Patrick Seaworth identifies as a Republican.
The financial crisis we are emerging from nearly crippled this country. It also largely contributed to the United States’ more than $16 trillion debt. So the questions become: What does that number mean, how did we end up in this mess and who is to blame?
First, what is $16 trillion?
According to the Congressional Research Service, a non-partisan government research branch assigned to Congress, the cost of all American wars including estimates through 2011 are less than $6.48 trillion 2011 dollars. In other words, our Independence, the Civil War, defeating Adolf Hitler and Japan in World War II ($4.1 trillion), the Cold War and bringing Osama Bin Laden to justice amounts to roughly two-fifths of our current debt.
So how did we get here and who’s to blame?
Former President George W. Bush was in office when the financial crisis took place, yet the roots of this conundrum lie with a different president, Bill Clinton. The failure to avoid the crisis stems from the Democrats’ resistance to the efforts Bush put forth to reverse the crisis.
In 1999, Clinton repealed the Banking Act of 1933, commonly referred to as the Glass-Steagall Act. One of the main tenants of the act was that it clearly separated investment banking from commercial banking. Clinton said the act was “no longer relevant,” in 1998, as he pushed for the deregulation of banking. On the 10th anniversary of the repeal, The New York Times quoted the words of one of the few opposing voices at the time, Senator Byron Dorgan (D-N.D.).

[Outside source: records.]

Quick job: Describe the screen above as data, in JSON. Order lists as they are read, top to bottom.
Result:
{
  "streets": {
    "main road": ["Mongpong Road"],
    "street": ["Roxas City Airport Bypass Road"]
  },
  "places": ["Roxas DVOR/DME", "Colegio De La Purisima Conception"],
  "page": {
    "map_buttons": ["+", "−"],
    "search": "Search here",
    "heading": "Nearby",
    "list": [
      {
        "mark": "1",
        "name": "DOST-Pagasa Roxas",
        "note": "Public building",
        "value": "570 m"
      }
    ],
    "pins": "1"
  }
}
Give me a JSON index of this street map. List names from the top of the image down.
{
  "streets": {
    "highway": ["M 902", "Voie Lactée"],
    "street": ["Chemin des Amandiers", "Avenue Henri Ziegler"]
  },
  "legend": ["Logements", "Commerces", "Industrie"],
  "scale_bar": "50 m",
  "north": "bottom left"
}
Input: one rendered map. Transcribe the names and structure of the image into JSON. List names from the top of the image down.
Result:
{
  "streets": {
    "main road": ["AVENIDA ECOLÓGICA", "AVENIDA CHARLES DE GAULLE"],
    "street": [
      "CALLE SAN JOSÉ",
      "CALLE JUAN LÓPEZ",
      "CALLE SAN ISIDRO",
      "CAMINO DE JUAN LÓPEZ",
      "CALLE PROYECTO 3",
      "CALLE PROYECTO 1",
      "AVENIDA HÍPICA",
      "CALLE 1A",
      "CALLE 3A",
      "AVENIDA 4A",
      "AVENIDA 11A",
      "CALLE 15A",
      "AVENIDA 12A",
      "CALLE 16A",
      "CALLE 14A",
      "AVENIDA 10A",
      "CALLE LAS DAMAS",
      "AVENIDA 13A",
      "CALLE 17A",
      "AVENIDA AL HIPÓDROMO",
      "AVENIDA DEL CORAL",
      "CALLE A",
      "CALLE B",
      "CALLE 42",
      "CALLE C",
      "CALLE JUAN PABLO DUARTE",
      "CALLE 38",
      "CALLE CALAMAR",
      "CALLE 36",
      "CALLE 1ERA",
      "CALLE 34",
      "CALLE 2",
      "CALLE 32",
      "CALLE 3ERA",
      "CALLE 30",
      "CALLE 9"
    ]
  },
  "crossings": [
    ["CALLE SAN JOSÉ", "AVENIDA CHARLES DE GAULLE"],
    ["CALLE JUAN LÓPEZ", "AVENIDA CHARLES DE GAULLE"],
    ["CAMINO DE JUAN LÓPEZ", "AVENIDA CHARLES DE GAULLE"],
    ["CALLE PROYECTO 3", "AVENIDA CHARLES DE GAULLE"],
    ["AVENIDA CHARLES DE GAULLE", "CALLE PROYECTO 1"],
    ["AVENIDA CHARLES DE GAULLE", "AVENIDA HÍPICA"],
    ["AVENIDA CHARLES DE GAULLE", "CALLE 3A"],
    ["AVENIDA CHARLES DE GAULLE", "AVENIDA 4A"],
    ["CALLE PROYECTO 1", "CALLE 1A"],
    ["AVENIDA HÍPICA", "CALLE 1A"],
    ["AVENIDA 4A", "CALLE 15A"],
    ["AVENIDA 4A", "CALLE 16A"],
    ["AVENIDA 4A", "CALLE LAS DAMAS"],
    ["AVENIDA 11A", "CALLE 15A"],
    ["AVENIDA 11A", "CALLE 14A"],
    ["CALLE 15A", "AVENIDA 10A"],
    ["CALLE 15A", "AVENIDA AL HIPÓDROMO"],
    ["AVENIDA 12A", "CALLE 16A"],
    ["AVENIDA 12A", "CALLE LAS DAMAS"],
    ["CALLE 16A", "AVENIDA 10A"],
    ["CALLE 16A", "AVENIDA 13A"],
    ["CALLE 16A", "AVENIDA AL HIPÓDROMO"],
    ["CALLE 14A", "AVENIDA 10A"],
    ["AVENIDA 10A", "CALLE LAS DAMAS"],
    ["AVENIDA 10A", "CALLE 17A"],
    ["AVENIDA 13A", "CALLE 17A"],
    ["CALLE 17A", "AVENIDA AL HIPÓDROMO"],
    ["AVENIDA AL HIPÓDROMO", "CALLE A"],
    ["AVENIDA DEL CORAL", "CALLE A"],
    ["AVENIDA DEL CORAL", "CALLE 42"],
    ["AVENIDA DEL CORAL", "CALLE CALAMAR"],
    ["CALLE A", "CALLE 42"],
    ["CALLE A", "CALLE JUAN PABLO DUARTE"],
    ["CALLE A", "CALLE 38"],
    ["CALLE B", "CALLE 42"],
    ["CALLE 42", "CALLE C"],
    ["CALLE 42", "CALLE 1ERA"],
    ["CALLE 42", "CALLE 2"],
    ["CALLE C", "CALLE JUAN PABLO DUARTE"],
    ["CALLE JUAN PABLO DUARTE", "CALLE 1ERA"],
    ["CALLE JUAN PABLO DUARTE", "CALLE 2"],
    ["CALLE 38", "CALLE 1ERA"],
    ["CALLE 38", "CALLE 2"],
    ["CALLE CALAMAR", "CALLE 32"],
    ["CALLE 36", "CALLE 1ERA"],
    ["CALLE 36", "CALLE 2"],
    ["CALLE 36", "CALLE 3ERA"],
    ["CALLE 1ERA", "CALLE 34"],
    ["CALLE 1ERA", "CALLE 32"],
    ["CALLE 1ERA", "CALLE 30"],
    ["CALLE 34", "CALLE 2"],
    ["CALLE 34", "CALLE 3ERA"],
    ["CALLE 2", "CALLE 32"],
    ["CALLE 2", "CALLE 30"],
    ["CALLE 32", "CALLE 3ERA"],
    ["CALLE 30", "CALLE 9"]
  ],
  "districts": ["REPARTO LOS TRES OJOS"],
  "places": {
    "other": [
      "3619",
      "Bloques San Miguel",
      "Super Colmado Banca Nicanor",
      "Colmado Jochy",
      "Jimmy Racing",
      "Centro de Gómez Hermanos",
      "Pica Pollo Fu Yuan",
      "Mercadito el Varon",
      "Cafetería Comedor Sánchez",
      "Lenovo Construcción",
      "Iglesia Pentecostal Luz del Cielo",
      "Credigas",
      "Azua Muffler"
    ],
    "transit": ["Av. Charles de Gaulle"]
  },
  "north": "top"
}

“We have now decided in the name of modernization to forget the lessons of the past, of safety and of soundness,” Dorgan said in the article.
The New York Times reported in September 1999, “Fannie Mae has been under increasing pressure from the Clinton Administration to expand mortgage loans among low and moderate income people … (Fannie Mae) may run into trouble in an economic downturn, prompting a government rescue.”
It was this pressure that largely contributed to the mortgage crisis of 2008.
So what about Republican failures?
During the 50 years prior to President Barack Obama, as reported by the public policy publication “National Affairs,” “the greatest growth in regulation came under President’s Richard Nixon and George W. Bush.”
The White House’s own archives show Bush’s initial, formally issued concerns with Clinton’s practices in his projected 2002 budget, which, “declares that the size of Fannie Mae and Freddie Mac (GSE’s) is, ‘a potential problem’ … which could cause strong repercussions in financial markets.”
We have been told that we were taken into this financial dark hole by Bush. Yet history tends to disagree.
“The oldest propaganda technique is to repeat a lie emphatically and often until it is taken for the truth,” said James Rickard, financial analyst and military consultant on financial warfare and author of “Currency Wars.” “In fact, the financial crisis might not have happened at all but for the 1999 repeal of the Glass-Steagall law.”